Per capire quanto questo discorso sia straordinario, soprattutto se pronunciato da una donna, bisogna esaminare la condizione femminile ad Atene.
Ad Atene le bambine venivano promesse in sposa già all’età di quattro anni e si sposavano appena raggiungevano la pubertà.
Prima del matrimonio dovevano mantenersi caste, dopo il matrimonio dovevano ovviamente mantenersi fedeli al marito; in caso di adulterio una donna veniva processata in pubblica piazza, sempre se il marito non avesse deciso di non esercitare il diritto di ucciderla o farla uccidere! L’uomo invece poteva tradire la moglie senza incorrere nel biasimo sociale. Già da qui si può notare l’asimmetria del rapporto matrimoniale, quindi mi fermo, anche se sulla condizione femminile ateniese si potrebbe dire altro, come per esempio, il ruolo che le donne giocavano nell’“ereditare” il patrimonio, prerogativa puramente maschile.
Quest’idea di matrimonio era completamente opposta a quella di Aspasia: per lei il matrimonio era l’incontro di due persone, entrambe imperfette, che in un rapporto paritario dovevano accettare l’uno i difetti dell’altro. Un’idea ultramoderna ma inconcepibile, per gli Ateniesi dell’epoca.
Ora tenendo conto che Aspasia era una straniera, era una donna così particolare, ma soprattutto che era la concubina di Pericle, uomo dai molti nemici politici, ci si può stupire se venne denunciata e processata per empietà, crimine per cui era prevista la pena di morte?
Pericle, che era il vero bersaglio dell’attacco, davanti alla prospettiva di perdere la sua amata, dimenticò ciò che la prudenza o la tattica politica poteva consigliargli di fare. Si presentò in tribunale e difese la sua compagna con veemenza, con tanta partecipazione da versare lacrime di dolore. I giudici furono così sconvolti da una simile vista che assolsero Aspasia.

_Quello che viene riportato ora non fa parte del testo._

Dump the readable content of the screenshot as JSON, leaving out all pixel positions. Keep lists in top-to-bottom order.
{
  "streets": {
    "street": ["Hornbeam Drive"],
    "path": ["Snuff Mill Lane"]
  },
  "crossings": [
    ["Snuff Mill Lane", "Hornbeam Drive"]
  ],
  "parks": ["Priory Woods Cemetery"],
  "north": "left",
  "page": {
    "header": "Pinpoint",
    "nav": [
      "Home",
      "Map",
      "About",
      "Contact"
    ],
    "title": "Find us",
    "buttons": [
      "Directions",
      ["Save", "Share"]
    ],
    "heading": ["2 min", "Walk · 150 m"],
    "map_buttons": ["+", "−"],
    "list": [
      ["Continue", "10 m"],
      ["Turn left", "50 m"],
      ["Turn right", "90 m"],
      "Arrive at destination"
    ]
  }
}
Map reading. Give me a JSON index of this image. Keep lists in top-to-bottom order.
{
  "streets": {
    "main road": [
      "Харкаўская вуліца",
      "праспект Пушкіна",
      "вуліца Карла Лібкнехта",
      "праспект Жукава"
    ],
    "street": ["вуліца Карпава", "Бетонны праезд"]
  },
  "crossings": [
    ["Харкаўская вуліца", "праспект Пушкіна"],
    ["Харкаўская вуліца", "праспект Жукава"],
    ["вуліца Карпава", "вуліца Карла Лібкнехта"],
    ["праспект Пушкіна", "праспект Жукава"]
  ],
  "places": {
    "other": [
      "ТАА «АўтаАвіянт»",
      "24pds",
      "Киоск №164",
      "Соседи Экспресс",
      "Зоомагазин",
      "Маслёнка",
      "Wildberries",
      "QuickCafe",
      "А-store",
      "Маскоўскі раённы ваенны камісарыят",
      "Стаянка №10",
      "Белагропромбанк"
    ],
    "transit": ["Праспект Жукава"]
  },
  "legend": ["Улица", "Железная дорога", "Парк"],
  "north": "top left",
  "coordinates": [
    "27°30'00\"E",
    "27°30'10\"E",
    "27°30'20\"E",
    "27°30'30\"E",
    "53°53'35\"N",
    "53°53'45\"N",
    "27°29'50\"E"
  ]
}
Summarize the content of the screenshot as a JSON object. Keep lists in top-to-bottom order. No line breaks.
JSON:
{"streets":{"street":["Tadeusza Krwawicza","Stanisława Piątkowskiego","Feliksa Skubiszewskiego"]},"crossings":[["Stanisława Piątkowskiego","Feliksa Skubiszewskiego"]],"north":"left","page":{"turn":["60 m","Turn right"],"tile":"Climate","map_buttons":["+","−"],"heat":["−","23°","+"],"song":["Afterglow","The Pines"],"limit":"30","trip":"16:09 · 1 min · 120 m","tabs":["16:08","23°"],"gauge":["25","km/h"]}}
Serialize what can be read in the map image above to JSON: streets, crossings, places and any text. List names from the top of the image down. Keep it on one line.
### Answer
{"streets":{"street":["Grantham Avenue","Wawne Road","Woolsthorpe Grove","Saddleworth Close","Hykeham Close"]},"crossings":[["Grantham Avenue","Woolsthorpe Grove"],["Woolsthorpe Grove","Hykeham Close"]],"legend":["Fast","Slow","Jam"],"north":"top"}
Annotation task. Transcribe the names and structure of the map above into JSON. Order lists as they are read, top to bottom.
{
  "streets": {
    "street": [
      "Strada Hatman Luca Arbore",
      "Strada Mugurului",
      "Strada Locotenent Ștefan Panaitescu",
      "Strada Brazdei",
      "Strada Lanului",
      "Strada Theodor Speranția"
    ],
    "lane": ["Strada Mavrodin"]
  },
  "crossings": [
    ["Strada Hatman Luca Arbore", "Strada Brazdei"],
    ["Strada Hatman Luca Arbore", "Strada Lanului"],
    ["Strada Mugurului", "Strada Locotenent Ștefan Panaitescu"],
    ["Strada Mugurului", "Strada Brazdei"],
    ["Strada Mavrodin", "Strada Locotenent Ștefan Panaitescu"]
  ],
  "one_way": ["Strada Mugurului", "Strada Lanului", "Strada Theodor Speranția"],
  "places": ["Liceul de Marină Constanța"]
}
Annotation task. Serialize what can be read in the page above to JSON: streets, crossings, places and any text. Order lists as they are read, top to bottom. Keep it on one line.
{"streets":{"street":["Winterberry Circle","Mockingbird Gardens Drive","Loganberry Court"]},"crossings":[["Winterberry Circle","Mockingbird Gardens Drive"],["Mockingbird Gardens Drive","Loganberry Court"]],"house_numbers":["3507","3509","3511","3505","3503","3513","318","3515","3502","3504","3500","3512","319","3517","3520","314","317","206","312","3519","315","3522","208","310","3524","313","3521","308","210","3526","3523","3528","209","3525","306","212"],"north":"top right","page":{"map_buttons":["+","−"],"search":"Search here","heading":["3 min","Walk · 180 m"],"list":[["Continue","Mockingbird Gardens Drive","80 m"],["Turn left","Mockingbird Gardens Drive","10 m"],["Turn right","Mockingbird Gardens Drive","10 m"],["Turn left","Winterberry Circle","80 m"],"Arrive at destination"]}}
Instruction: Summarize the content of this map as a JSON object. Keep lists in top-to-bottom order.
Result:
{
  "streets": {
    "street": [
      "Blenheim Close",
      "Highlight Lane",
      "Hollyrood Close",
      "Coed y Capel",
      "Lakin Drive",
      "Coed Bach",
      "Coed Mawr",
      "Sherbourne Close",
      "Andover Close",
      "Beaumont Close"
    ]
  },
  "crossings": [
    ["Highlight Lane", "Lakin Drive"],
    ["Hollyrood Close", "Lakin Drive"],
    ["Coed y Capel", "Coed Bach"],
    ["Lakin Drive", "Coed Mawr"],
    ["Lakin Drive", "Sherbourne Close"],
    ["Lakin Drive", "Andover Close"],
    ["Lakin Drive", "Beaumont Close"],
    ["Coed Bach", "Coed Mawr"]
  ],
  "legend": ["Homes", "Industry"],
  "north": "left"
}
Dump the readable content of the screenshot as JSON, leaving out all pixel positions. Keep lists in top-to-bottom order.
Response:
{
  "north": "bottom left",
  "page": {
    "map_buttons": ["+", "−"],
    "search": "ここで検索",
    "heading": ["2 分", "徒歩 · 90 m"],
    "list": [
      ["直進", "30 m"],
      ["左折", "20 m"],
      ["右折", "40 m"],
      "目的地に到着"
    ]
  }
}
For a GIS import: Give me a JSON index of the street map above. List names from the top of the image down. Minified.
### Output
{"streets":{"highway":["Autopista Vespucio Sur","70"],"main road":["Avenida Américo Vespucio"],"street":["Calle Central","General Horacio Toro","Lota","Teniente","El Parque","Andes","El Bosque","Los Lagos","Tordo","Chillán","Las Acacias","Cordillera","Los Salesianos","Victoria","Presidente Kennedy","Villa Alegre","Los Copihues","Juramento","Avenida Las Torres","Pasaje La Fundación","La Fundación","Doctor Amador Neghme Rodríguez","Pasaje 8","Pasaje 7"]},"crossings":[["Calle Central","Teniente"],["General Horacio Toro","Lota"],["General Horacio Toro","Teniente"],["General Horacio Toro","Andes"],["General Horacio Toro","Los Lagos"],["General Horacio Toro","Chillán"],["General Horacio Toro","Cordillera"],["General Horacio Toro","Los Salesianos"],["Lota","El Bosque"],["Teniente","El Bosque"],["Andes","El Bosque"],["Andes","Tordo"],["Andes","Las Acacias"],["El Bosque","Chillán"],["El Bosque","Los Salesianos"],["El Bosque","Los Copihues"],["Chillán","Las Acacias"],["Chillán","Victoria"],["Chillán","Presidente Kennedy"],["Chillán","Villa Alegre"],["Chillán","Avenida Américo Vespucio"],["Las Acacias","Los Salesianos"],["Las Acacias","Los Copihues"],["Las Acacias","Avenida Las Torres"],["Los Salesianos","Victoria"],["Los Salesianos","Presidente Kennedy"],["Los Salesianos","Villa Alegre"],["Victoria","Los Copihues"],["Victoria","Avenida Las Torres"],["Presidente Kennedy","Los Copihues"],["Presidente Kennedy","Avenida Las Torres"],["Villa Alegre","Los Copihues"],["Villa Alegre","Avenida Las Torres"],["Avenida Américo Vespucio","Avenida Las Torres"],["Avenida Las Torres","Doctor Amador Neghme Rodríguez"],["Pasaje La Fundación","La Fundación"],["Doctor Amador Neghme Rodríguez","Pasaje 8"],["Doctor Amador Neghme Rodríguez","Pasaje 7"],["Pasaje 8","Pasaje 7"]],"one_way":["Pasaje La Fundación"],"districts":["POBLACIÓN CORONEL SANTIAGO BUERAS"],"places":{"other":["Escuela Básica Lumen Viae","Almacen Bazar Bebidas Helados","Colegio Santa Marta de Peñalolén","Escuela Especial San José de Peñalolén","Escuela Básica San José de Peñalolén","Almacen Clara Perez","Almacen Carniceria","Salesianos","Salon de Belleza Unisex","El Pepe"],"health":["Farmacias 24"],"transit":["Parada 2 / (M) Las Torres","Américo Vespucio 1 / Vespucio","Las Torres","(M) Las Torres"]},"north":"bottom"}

Nell’epilogo di questo affascinante romanzo di Cecilia Cozzi che sentiremo di nuovo parlare, Aspasia, affida al vento le sue riflessioni: “Sicuramente la mia, Zefiro, è una storia strana e particolare, una vita tortuosa e avventurosa, ma credo, e lo dico senza presunzione, che meriti di essere ricordata e raccontata e sarai proprio tu a farlo, tu con le tue brezze, dolci e suadenti come il mio amore.
190 pagine da leggere tutte in un fiato! Complimenti, Cecilia Cozzi!